(Exercise objective) The response should be the records below, repeated exactly, with each picture left out.

Stored items:

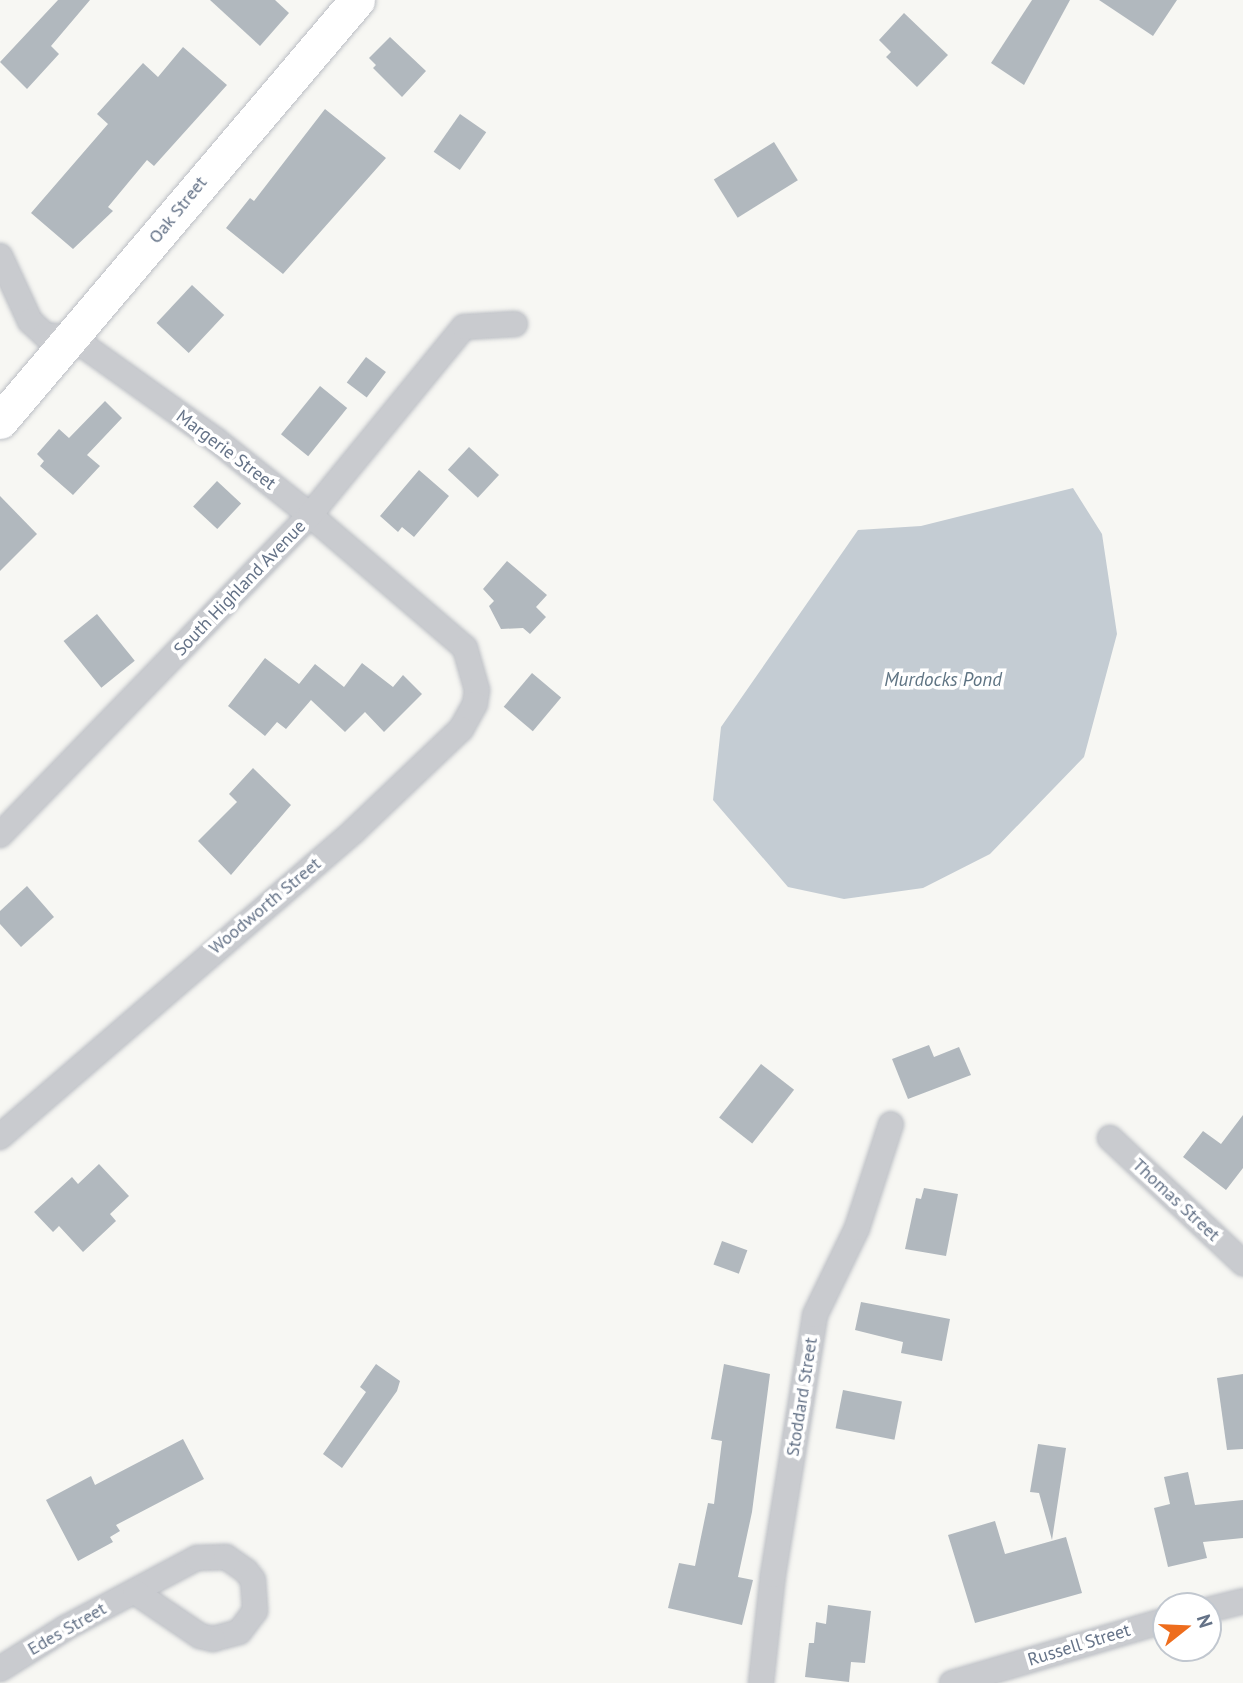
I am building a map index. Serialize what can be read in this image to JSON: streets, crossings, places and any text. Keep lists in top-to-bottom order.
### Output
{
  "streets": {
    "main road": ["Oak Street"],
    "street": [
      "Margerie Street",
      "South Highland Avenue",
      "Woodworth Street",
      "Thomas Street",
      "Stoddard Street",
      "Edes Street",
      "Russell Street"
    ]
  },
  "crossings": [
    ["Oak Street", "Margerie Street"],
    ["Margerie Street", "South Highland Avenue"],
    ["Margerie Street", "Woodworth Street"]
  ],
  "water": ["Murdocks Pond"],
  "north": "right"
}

(Result of the exercise)
I am building a map index. Serialize what can be read in this image to JSON: streets, crossings, places and any text. Keep lists in top-to-bottom order.
### Output
{
  "streets": {
    "main road": ["Oak Street"],
    "street": [
      "Margerie Street",
      "South Highland Avenue",
      "Woodworth Street",
      "Thomas Street",
      "Stoddard Street",
      "Edes Street",
      "Russell Street"
    ]
  },
  "crossings": [
    ["Oak Street", "Margerie Street"],
    ["Margerie Street", "South Highland Avenue"],
    ["Margerie Street", "Woodworth Street"]
  ],
  "water": ["Murdocks Pond"],
  "north": "right"
}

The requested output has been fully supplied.